Author: M J Akbar
Publication: The Times of India
Date: February 28, 2010
URL: http://blogs.timesofindia.indiatimes.com/TheSiegeWithin/entry/how-india-lost-the-plot
Delhi lost its own plot one day before foreign secretaries Nirupama Rao and
Salman Bashir sat down at Hyderabad House to reopen the dialogue between India
and Pakistan.
Salman Bashir came to Delhi for two sets of
talks, not one. The Government of India was the second half of his agenda.
The first, and from his perspective the more important, part was the resumption
of dialogue between Islamabad and secessionist elements in Jammu and Kashmir,
Hurriyat leaders and the more extreme Syed Ali Shah Geelani.
Bashir did not want to talk to Omar or Farooq
Abdullah, Mufti Mohammad Sayeed, Mehbooba Mufti or Ghulam Nabi Azad, who represent
parties that have won a substantial number of seats in the assembly. He wanted
to hear what Geelani said, that there was a storm brewing in the Valley. Bashir
reassured Geelani that Pakistan had not abandoned its dream of altering the
map of India.
These pre-arranged meetings were held with
the consent of the Government of India. If the Indian government had wanted
to prevent them, Hurriyat leaders and Geelani would not have been able to
catch the flight from Srinagar to Delhi. Precedence - the fact that we have
enabled such meetings before - is not the point.

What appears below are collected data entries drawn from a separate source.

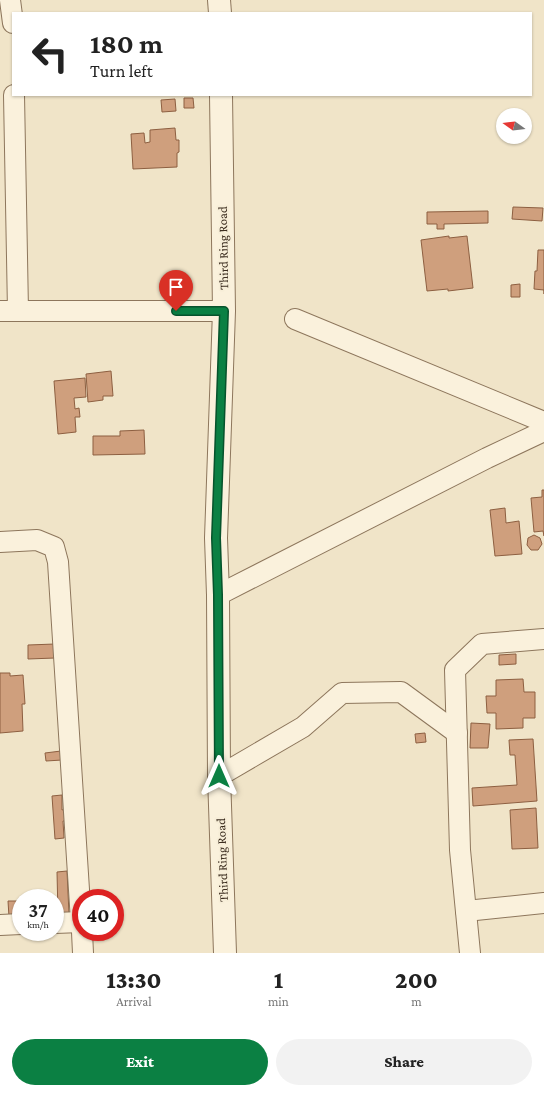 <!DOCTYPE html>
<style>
:root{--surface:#fff;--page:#f2f2f2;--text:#222;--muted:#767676;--accent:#0b8043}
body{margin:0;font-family:"Crimson Pro",serif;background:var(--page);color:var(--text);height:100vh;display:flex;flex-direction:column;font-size:15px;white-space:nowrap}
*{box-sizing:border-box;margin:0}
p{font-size:13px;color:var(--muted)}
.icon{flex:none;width:22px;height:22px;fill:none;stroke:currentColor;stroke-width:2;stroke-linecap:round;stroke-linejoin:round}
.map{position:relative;height:953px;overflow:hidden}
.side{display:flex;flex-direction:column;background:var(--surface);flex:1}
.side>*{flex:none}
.top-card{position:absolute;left:12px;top:12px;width:520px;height:84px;border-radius:0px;box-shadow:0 1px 3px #0004;background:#fff;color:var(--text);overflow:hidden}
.needle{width:26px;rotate:285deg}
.controls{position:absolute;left:496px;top:108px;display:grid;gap:8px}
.controls a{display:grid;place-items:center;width:36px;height:36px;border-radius:50%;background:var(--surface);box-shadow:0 1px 3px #0004;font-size:20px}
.speed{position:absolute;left:12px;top:889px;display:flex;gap:8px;font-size:20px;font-weight:700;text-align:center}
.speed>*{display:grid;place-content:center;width:52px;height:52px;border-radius:50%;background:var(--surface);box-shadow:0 1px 3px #0004;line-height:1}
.speed small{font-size:10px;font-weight:400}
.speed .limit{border:6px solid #d22;background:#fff;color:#111}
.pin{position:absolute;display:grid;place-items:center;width:34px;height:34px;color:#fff;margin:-41px -17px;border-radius:50% 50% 50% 0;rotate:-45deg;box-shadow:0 0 4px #0007}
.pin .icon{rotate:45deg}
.me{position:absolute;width:44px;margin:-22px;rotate:0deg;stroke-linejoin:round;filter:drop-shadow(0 0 3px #0008)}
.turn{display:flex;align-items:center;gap:14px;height:84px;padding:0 12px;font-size:18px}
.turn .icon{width:52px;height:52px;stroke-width:2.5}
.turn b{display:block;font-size:28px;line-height:34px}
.eta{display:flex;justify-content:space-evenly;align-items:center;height:68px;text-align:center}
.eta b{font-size:24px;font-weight:800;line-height:28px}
.action{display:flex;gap:8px;margin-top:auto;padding:8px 12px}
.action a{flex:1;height:46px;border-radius:24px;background:var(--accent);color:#fff;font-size:16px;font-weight:800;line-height:46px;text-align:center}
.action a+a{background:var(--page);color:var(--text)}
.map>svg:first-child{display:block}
.building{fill:#cf9f7d;stroke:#8d5f41}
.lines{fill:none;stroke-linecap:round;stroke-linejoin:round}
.minor-casing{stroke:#8d765c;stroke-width:22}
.tertiary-casing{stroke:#8d765c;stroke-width:24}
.minor{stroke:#faf1dc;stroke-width:20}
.tertiary{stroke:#faf1dc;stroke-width:22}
.route-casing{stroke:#07532c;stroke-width:10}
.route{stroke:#0b8043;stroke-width:7}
.labels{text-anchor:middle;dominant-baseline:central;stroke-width:4;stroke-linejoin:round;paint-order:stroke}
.street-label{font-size:13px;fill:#3d2e20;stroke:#f7eed8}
</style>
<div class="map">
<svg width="544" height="953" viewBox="0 0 544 953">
<rect width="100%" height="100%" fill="#f0e4c8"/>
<g class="building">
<polygon points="184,98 193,98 194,108 184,108"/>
<polygon points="175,99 176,111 162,112 161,100"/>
<polygon points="175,128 176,140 179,140 179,152 177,153 177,167 133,169 131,134 144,133 145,143 150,142 150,130"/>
<polygon points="513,207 543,208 542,221 512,219"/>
<polygon points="488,211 488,223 444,224 444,229 437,229 437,224 427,224 427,212"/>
<polygon points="449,236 449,238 467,236 473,288 448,291 448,289 427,291 421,240"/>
<polygon points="538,250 544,250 544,294 544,290 534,289 535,271 537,271"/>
<polygon points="520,284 520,297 511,297 511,285"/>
<polygon points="111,371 113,396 103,396 103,400 88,402 86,374"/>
<polygon points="85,378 86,397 74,398 75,409 79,408 80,417 75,417 76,432 58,434 54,381"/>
<polygon points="144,430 145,454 93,455 93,436 120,436 120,431"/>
<polygon points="542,490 544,490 544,536 543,531 534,532 531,498 542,497"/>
<polygon points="505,508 506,523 519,521 522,554 495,556 490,510"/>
<polygon points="534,535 540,538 542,544 538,550 531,550 527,545 528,538"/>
<polygon points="55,644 55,658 28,659 28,645"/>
<polygon points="516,654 516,664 499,665 499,655"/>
<polygon points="0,673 10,673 10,676 23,675 25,704 22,704 23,731 0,733"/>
<polygon points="523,679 524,692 535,692 535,718 523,718 523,728 496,729 496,713 487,713 486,696 496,696 496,680"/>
<polygon points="471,723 490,724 488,748 470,748"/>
<polygon points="425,733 426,742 416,743 415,734"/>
<polygon points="533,739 537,801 473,806 472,788 517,785 515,755 510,755 509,740"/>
<polygon points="61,751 62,760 46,761 45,753"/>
<polygon points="62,795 62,810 65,809 65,821 63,821 64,838 55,839 52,796"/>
<polygon points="536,808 538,848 512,849 510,810"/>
<polygon points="67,871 69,914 58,915 57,872"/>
<polygon points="8,901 21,901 21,917 9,917"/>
</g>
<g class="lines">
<g class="minor-casing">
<g id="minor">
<polyline points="10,0 13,23"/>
<polyline points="14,95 18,311"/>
<polyline points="0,311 224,311"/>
<polyline points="295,319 544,422"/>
<polyline points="0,542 37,540 54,547 58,562 81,921"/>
<polyline points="218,595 487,458 544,431"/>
<polyline points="219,776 303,727 342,693 401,692 457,733"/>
<polyline points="466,911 544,903"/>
<polyline points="55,923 81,922"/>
<polyline points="0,925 21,924"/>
<polyline points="82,932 83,953"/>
<polyline points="470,953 460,850 455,670 482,644 544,639"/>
</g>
</g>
<g class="tertiary-casing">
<g id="tertiary">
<polyline points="219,0 220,13"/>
<polyline points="221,95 224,311 216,538 218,595 219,776 225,953"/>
</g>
</g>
<use href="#minor" class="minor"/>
<use href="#tertiary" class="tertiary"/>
</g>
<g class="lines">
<g class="route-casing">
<polyline id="route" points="176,311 224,311 216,538 218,595 219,776"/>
</g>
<use href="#route" class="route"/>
</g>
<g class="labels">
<g class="street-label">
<text transform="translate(223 248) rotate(-91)">Third Ring Road</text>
<text transform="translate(222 860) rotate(-92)">Third Ring Road</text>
</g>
</g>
</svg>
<div class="controls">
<a><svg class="needle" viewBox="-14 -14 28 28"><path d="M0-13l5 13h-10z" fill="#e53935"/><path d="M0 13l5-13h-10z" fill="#767676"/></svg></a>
</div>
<div class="speed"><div>37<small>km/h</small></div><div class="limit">40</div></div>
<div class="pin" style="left:176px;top:311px;background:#d93025"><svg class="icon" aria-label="arrive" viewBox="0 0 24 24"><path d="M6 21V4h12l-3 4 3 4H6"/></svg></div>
<svg class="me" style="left:219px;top:776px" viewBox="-20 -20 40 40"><path d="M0-17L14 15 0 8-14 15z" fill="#0b8043" stroke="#fff" stroke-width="4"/></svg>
<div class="top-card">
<div class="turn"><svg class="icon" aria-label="left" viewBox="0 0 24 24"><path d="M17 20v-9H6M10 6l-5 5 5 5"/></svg><div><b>180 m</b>Turn left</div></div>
</div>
</div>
<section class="side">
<div class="eta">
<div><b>13:30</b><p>Arrival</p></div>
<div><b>1</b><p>min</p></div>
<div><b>200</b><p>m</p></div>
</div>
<div class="action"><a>Exit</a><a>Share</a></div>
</section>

India stopped the ongoing dialogue in unusual
circumstances, after the terrorist invasion of Mumbai. Delhi offered a resumption
of talks, but with one condition, that they would focus on terrorism; and
issues like Kashmir (part of the composite dialogue) would be taken up only
after Pakistan had provided satisfaction that it had acted against known terrorists
and instigators of Mumbai, like Hafiz Saeed.
If that was going to be our focus, if that
was the agenda we had set, why did we permit the meetings between Pakistan
and Hurriyat-Geelani? We could have explained that Pakistan could talk to
the Kashmiri leaders on the Indian soil the next time around, if there was
a next time; on February 25, it would only be about terrorism.
When we did not, Pakistan inferred that it
was business as usual, and that our position on terrorism was rhetoric meant
for domestic consumption. Pakistan voiced such an inference when Salman Bashir
briefed the media, saying that Kashmir had been discussed "extensively"
and suggesting that India had returned to the negotiating table because of
international pressure.
It was, he implied with that little smile
on either corner of his mouth, a diplomatic triumph for Pakistan.
Perhaps, the time has come for India to demand reciprocal rights. It would
be interesting if Nirupama Rao insists that during her next visit to Islamabad
(she has received an invitation) on meeting insurgents from Balochistan -
assuming that they are either alive or outside jail.
Let us be clear about one reality: Salman
Bashir could have returned without undue damage to his professional health
if talks with Rao had been sabotaged before they started, but he might have
had to take a flight to some other country if he had returned without meeting
Hurriyat and Geelani. Kashmir is the heart and head of Pakistan's policy towards
India.
There is insufficient recognition, certainly
among Indians and possibly within the Indian government, of the fact that
Pakistan's policy has hardened after the Mumbai terrorist onslaught, rather
than softened. Pervez Musharraf's "close-to-a-solution" is now denied
as mere waffle, since nothing was put in writing.
Mumbai is not cause for mea culpa, but reason
for accusation: India deserves what it got because it holds Kashmir "illegally".
In such a narrative, Hafiz Saeed becomes the daring maverick who brought Kashmir
back to the centrestage as the "core" issue (a term Salman Bashir
used repeatedly, as was his brief).
India and Pakistan might agree, therefore,
that terrorism is an evil, but they have totally divergent definitions of
who constitutes a terrorist. Salman Bashir can agree on terrorism without
blinking an eyelid, and moan about thousands dead in his own country - but
they died from Taliban bullets and bombs, not from a Hafiz Saeed gun. India's
terrorist is Pakistan's freedom fighter.
As Bashir coolly explained in Delhi, Hafiz
Saeed was within his democratic rights when, at his Lahore rally, he told
followers armed with Kalasnikovs that one Mumbai was not enough. The Pakistan
army would have opened artillery fire if the Taliban had dared to hold a similar
public meeting in Peshawar.
Rao, who was firm enough during the talks,
made one serious mistake. She forgot a basic law of Indo-Pak diplomacy. She
left the last word to Salman Bashir. Her hurry to brief the media was inexplicable;
it was Bashir who had to go take a flight out of Delhi. She could have waited.
We lost the plot both before and after the talks.